**ASSIGNMENT**
Your task is to repeat the entries exactly from their first line through the line with "position:absolute; right:21px; bottom:21px;", and to stop there.

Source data

■ ■ ■ ■

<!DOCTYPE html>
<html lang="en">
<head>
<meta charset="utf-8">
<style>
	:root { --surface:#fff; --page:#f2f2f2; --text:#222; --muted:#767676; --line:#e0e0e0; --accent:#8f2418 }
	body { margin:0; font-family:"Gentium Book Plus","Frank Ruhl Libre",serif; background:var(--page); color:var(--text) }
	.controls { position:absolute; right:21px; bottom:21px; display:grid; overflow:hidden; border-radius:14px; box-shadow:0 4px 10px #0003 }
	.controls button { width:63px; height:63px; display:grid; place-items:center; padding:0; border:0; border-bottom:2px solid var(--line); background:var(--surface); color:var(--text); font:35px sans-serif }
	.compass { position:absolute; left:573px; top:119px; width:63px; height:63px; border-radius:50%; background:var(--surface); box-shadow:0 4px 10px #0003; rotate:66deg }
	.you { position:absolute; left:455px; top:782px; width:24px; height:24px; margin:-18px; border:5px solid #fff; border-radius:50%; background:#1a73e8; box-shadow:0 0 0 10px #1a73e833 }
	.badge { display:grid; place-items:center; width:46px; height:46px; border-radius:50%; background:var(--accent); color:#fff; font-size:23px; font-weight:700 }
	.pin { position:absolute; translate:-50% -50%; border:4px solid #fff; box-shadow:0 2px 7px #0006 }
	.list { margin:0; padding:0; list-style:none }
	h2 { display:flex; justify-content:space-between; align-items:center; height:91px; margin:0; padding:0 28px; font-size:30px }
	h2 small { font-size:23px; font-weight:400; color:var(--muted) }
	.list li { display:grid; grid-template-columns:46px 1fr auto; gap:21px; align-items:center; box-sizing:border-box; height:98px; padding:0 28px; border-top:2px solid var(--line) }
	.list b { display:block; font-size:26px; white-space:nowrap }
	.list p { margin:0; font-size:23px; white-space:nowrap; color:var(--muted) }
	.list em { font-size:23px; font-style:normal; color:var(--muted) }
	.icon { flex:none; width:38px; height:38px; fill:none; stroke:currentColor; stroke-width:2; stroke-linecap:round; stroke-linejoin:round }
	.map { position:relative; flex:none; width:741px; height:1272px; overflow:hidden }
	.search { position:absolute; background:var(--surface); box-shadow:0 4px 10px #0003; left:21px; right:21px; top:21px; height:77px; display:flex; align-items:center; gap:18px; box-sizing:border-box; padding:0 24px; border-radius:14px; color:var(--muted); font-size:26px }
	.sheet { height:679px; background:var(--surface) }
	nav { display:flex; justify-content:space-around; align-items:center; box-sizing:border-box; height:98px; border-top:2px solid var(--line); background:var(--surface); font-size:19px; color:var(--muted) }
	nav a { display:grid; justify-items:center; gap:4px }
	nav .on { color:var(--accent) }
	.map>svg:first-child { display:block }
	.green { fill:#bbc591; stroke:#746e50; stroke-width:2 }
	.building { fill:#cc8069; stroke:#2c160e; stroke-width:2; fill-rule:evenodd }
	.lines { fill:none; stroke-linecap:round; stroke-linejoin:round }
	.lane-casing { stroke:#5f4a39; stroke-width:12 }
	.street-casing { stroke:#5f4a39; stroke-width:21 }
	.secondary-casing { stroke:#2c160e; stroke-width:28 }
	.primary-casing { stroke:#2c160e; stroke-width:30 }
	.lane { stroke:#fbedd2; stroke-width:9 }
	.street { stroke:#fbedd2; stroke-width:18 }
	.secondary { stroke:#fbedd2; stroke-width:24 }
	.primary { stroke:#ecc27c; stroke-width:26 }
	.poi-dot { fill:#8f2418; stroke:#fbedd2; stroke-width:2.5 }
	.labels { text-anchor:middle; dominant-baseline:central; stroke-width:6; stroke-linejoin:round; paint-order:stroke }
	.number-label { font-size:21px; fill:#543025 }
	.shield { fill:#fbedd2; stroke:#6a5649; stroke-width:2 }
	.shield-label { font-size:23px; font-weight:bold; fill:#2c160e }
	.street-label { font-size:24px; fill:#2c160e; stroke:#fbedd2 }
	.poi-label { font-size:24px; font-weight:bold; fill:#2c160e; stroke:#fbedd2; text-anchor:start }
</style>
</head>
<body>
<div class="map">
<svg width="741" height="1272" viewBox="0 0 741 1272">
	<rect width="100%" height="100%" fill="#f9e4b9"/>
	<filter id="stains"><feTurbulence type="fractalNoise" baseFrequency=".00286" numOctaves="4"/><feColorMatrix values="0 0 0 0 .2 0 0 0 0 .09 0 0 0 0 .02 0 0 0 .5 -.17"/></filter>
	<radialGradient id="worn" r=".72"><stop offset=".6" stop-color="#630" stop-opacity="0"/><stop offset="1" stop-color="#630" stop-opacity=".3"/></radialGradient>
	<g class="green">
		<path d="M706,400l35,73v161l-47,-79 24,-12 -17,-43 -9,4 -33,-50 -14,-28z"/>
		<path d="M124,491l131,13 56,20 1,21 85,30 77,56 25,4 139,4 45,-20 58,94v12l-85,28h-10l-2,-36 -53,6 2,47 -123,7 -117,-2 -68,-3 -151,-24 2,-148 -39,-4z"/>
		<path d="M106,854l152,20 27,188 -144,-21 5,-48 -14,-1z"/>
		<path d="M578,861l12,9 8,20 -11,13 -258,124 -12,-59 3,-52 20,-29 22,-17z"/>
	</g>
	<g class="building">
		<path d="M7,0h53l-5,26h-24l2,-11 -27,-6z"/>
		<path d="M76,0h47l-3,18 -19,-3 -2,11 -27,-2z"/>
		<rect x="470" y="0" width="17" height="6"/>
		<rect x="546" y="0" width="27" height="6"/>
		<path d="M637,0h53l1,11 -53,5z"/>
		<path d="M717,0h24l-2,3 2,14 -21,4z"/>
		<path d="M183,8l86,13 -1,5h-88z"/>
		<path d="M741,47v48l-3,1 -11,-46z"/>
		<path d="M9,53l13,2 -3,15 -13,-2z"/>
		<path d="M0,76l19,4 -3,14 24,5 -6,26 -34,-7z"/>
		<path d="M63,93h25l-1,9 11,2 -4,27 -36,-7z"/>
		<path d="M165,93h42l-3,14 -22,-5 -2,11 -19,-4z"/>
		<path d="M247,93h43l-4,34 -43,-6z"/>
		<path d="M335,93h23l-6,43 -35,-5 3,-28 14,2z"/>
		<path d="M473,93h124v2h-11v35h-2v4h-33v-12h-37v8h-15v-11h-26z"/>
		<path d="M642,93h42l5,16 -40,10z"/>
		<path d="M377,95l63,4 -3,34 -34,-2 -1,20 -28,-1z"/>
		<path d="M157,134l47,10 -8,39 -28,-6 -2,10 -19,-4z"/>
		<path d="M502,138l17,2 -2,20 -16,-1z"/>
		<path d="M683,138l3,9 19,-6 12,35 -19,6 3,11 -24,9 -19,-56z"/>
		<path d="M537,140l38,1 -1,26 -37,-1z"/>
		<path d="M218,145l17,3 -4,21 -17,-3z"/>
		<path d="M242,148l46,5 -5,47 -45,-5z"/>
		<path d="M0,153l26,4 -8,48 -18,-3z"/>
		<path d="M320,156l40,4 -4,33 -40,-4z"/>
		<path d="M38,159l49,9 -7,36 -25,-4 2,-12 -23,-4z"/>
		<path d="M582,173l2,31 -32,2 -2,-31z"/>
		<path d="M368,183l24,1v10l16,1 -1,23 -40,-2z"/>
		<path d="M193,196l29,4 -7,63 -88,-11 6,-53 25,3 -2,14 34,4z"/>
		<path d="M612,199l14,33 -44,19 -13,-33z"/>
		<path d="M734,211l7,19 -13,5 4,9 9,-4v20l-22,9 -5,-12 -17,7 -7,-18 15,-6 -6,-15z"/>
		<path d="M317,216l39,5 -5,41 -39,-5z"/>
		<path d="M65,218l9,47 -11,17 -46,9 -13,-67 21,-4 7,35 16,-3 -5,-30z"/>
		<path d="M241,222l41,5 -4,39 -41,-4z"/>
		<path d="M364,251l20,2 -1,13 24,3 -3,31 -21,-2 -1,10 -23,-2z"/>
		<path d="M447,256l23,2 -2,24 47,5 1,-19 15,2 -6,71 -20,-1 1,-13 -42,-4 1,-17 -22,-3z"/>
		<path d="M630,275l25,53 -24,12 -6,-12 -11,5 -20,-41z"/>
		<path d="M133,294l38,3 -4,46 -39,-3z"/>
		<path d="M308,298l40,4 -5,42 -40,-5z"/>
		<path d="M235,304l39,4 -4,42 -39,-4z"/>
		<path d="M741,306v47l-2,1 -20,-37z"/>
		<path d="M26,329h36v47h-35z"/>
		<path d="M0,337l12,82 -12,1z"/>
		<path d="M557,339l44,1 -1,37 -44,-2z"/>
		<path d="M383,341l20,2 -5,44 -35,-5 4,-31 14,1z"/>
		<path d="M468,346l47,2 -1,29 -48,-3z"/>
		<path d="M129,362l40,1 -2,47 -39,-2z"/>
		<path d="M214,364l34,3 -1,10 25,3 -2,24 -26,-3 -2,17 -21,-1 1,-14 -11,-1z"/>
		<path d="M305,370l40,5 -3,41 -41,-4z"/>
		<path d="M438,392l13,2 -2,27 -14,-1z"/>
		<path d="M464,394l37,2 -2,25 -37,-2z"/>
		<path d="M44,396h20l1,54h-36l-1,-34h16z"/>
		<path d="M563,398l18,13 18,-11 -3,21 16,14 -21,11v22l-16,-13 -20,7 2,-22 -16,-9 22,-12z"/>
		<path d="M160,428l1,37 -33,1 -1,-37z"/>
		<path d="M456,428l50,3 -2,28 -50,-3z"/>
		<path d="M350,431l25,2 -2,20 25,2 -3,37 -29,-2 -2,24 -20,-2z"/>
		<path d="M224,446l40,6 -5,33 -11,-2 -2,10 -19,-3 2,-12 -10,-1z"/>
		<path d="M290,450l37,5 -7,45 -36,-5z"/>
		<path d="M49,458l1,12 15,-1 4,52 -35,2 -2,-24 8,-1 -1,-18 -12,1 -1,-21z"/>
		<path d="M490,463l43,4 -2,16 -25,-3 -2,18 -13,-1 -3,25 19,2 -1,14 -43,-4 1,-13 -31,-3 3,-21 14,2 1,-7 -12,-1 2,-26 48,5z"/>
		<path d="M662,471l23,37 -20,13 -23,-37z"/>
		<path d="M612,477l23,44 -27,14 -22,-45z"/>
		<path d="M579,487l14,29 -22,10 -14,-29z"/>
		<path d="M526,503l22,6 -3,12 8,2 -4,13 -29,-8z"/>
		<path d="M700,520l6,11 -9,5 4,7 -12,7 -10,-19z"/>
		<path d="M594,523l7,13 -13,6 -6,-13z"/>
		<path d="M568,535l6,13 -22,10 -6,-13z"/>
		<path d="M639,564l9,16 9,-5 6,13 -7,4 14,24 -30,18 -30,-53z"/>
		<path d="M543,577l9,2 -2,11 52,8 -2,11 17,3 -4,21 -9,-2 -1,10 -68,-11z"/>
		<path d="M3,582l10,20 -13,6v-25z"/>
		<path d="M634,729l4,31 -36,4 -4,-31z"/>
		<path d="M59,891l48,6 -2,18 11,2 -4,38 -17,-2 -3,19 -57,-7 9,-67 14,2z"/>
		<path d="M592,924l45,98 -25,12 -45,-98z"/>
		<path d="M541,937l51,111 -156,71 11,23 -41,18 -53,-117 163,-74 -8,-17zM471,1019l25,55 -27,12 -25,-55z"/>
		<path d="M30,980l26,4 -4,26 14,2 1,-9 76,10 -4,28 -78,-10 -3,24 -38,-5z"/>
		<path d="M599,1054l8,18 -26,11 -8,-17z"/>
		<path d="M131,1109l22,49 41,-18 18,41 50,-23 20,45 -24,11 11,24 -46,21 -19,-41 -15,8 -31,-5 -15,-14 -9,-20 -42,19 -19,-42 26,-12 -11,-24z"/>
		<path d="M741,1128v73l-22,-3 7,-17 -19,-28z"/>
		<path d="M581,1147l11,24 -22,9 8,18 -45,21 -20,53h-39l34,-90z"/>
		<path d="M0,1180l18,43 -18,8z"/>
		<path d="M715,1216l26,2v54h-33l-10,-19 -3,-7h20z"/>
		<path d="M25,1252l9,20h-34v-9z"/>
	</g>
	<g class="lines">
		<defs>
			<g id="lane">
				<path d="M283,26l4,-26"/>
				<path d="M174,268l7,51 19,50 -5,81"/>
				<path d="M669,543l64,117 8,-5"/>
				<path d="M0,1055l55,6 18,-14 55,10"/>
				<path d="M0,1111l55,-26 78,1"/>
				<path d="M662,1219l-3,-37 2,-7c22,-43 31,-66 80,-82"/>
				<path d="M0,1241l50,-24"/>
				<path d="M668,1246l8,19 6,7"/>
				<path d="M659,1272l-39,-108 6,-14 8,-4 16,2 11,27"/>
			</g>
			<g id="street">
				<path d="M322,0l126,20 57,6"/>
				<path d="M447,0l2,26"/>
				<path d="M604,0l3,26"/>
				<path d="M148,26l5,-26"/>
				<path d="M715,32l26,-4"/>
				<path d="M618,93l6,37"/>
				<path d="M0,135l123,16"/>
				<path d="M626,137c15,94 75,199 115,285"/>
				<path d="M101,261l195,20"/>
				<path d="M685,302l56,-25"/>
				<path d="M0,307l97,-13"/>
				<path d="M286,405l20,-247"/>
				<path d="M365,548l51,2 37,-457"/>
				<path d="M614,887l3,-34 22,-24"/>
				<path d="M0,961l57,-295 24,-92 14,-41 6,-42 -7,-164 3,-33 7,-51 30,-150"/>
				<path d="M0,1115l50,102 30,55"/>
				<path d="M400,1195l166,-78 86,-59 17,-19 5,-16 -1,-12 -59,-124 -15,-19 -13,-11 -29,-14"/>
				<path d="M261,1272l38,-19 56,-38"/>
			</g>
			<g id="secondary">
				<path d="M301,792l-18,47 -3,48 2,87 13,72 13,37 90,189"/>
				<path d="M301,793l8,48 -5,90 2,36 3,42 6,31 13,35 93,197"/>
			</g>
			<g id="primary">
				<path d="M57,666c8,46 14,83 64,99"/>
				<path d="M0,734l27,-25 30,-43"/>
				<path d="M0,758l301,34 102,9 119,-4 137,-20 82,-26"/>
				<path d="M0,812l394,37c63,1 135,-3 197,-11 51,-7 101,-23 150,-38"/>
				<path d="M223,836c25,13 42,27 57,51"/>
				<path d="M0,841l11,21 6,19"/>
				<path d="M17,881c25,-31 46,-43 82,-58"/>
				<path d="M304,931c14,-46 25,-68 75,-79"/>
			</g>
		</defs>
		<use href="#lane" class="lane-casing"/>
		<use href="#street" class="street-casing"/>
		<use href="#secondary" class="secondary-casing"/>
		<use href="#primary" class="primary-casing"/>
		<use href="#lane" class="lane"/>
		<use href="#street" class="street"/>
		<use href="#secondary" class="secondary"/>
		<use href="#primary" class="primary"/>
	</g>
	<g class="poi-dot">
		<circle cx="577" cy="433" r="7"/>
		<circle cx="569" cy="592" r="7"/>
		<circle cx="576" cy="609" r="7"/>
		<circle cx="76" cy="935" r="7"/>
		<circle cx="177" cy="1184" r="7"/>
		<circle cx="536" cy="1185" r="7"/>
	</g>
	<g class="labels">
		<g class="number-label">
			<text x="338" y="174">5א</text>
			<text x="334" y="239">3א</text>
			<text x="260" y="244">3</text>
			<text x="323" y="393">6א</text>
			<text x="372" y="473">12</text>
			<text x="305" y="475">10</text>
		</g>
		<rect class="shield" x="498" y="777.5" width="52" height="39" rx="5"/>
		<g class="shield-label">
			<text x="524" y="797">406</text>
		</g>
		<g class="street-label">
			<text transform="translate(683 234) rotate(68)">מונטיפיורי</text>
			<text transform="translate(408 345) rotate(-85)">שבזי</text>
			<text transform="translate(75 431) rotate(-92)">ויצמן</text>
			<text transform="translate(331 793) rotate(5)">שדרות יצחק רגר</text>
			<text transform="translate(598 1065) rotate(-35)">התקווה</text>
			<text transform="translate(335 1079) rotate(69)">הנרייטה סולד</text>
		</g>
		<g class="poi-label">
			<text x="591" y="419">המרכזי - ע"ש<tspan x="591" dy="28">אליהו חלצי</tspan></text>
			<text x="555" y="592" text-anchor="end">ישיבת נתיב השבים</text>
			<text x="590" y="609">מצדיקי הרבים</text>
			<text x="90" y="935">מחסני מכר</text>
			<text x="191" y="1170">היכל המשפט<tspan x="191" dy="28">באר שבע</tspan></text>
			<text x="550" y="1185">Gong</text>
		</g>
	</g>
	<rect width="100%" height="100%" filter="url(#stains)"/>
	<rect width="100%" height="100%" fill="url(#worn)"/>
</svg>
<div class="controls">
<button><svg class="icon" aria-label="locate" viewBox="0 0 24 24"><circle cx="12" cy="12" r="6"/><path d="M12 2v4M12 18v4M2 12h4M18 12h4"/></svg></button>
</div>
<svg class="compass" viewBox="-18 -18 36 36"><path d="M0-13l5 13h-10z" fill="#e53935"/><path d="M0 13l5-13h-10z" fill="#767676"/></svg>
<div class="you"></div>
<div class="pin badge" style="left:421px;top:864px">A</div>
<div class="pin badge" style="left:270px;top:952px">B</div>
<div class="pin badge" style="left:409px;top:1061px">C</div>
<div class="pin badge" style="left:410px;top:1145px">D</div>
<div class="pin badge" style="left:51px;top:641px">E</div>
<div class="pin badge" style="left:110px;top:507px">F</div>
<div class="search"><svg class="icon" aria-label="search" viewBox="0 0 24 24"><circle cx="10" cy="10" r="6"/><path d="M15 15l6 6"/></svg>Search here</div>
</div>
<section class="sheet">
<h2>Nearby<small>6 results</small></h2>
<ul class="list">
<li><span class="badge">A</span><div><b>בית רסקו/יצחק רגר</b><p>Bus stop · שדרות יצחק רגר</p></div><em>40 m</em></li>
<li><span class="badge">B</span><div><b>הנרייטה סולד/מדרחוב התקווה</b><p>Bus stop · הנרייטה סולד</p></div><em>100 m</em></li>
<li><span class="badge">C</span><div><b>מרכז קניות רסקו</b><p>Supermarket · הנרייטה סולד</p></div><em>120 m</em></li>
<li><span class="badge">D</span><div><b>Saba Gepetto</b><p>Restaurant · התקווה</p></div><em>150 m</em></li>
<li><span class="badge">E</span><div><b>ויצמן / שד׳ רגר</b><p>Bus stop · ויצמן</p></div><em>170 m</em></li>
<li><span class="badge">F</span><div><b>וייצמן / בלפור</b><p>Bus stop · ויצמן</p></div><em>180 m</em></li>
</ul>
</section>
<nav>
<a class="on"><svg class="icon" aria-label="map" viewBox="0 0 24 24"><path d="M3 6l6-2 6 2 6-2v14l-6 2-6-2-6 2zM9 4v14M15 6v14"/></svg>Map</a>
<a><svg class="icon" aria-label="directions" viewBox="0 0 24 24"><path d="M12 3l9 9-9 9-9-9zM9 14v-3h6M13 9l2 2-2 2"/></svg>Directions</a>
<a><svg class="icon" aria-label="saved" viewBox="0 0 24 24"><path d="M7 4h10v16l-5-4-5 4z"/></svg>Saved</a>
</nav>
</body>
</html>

■ ■ ■ ■

**SOLUTION TO THIS EXERCISE**
<!DOCTYPE html>
<html lang="en">
<head>
<meta charset="utf-8">
<style>
	:root { --surface:#fff; --page:#f2f2f2; --text:#222; --muted:#767676; --line:#e0e0e0; --accent:#8f2418 }
	body { margin:0; font-family:"Gentium Book Plus","Frank Ruhl Libre",serif; background:var(--page); color:var(--text) }
	.controls { position:absolute; right:21px; bottom:21px; display:grid; overflow:hidden; border-radius:14px; box-shadow:0 4px 10px #0003 }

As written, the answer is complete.